Histoires de shmattès

Tessa Parzenczewski

Shmattès: fringues, fripes, loques, en yiddish.

C’est dans le monde de la couture que nous plonge Nathalie Skowronek. Un voyage du fin fond du shtetl jusqu’aux années prospères de l’après-guerre. Ce continuum était notre religion: tailleur, machine à coudre, juif, se refaire, s’enfuir, tout cela faisait partie pour nous d’une seule et même histoire.

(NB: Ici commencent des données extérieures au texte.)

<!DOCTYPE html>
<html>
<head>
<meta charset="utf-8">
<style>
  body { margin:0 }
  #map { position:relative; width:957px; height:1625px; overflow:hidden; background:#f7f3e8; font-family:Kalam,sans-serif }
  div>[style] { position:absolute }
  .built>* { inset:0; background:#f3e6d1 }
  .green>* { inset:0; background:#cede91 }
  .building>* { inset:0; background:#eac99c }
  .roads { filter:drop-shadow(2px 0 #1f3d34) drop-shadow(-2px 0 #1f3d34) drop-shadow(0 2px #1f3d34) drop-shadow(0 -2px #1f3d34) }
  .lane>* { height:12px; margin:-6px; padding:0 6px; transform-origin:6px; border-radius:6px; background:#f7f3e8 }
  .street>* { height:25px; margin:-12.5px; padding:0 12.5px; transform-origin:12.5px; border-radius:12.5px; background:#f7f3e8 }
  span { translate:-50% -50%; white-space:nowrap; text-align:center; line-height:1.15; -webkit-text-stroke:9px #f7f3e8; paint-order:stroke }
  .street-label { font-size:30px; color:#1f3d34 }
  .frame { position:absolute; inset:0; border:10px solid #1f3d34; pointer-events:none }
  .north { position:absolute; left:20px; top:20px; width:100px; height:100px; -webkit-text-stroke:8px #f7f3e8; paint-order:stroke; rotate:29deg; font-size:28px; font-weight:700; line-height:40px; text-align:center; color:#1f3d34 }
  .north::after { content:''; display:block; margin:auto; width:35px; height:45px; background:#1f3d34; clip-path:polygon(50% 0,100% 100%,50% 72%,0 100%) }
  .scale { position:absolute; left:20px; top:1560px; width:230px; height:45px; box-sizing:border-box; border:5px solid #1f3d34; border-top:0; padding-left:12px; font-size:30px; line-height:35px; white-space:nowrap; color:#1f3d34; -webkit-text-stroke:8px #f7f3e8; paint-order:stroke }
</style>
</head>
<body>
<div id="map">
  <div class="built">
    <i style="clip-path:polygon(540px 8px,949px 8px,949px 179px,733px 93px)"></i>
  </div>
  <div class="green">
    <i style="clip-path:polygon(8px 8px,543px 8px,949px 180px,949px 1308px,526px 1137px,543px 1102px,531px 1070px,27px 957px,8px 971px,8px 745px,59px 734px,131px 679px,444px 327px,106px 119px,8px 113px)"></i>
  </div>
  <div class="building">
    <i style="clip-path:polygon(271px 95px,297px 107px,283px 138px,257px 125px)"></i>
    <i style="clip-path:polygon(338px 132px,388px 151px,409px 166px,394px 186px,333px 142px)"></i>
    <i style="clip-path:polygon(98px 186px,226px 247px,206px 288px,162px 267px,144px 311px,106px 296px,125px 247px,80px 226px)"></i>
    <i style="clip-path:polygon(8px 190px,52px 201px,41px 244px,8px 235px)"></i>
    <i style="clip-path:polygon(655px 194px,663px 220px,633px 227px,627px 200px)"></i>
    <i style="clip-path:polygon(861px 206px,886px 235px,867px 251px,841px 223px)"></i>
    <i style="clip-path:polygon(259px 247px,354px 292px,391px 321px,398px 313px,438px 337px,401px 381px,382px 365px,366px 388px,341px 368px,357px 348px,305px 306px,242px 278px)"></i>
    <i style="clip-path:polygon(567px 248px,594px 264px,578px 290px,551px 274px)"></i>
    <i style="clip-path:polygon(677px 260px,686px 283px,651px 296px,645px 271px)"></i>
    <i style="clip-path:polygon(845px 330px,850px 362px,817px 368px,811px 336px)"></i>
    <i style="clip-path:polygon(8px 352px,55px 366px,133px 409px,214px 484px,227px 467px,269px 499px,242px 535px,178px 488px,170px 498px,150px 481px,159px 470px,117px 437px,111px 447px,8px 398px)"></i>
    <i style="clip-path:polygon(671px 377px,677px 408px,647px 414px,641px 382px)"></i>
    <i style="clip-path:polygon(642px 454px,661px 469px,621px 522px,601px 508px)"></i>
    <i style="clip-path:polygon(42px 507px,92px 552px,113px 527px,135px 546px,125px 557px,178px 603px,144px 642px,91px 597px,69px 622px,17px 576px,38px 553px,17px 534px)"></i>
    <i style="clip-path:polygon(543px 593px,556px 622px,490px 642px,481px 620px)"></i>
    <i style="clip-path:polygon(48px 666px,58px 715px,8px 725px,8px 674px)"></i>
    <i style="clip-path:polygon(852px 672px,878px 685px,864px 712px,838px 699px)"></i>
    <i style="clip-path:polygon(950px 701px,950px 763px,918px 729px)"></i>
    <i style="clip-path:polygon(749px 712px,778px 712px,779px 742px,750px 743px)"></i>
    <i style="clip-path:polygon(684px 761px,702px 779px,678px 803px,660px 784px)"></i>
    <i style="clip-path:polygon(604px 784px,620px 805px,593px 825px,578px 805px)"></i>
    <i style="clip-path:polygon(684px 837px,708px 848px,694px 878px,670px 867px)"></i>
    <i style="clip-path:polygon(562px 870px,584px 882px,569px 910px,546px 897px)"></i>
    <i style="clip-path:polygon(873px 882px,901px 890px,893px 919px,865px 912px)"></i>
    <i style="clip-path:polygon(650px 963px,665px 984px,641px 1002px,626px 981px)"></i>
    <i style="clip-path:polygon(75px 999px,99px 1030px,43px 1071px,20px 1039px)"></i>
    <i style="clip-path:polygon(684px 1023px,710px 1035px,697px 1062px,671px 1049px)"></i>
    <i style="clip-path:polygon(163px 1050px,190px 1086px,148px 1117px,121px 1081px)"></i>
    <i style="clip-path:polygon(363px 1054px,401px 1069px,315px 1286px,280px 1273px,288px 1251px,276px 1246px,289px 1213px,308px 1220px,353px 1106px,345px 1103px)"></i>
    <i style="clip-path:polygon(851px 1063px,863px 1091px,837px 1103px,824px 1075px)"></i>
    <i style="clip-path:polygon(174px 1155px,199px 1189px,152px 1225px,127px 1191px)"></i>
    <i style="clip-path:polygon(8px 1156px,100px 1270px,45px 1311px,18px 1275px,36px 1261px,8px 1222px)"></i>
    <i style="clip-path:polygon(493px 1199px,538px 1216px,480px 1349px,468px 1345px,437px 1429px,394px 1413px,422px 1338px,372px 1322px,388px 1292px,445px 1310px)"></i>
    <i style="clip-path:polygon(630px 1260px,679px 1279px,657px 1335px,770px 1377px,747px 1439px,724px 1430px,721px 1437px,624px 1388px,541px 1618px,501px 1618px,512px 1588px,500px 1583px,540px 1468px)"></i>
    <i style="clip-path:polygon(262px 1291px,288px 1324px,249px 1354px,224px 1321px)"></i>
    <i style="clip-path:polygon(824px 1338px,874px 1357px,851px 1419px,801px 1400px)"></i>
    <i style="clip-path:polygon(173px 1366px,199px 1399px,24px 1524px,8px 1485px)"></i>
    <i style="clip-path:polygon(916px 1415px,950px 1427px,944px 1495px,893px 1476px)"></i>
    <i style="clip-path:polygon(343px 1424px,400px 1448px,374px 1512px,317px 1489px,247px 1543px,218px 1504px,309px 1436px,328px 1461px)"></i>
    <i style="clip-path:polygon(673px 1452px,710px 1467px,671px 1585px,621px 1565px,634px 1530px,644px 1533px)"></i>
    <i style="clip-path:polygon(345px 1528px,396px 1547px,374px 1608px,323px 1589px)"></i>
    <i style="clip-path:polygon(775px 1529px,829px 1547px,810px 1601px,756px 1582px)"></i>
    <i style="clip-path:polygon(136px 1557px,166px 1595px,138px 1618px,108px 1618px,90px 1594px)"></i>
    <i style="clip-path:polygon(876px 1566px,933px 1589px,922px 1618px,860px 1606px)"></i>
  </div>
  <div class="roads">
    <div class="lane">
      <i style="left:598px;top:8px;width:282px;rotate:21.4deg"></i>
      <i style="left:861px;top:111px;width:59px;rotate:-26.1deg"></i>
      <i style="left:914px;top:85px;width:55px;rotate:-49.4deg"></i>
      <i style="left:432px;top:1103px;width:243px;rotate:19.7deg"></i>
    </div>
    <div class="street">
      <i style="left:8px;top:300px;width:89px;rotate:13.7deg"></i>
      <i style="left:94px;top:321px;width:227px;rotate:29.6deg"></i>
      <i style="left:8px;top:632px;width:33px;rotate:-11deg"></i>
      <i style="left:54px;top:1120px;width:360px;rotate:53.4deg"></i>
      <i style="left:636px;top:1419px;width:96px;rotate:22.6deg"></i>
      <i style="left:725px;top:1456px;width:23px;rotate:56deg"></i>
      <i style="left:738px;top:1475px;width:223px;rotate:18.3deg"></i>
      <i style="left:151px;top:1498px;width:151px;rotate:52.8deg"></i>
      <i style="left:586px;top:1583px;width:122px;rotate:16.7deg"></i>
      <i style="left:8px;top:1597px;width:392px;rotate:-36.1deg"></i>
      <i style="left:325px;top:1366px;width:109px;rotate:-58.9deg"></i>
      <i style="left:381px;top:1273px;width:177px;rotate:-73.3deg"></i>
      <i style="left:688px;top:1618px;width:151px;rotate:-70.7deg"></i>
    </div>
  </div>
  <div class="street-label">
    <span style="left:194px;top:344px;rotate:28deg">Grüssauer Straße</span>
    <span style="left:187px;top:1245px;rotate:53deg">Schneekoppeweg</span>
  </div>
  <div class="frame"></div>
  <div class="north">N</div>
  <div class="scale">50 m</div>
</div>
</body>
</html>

Ils sont rescapés ou enfants de rescapés. Le métier est resté le même mais la pratique change. De la confection artisanale en chambre, encore vivace dans les années 50, on passe au commerce du prêt-à-porter. Et en même temps qu’une histoire familiale, se déploie devant nous une sorte de dynamique conquérante. Les succursales se multiplient, Gand, Liège, Charleroi, Bruxelles… C’est de l’intérieur de cet univers clos, enfermé dans sa spirale de réussite, que nous parle la narratrice. Elle y a travaillé avant de bifurquer vers la littérature. D’une plume indulgente mais lucide, elle en dévoile les mécanismes, les étapes,  et toutes les stratégies tendues vers un seul but: se développer encore et encore, s’enrichir, dans une sorte de frénésie, comme pour murer à jamais le spectre de la vulnérabilité et de la traque. Parfois l’auteure sort de cette bulle sécurisante et telle une sociologue,  nous décrit aussi, en amont et en aval, l’historique des vêtements, avant leur mise en lumière dans les vitrines. Litanie des rues du Sentier à Paris, où oeuvrèrent longtemps les artisans juifs, aujourd’hui remplacés par les Pakistanais et les Chinois, et bien plus tragique, la mort de plus de mille ouvrières dans l’effondrement et l’incendie d’un immeuble à Dacca, au Bangladesh, où dans des conditions inhumaines, elles confectionnaient desvêtements pour les plus grandes marques de luxe européennes … Un monde sur mesure, un monde qui se mesure à l’aune d’un secteur particulier mais où affleurent en creux les grandes questions d’aujourd’hui, à l’ère d’une mondialisation ravageuse.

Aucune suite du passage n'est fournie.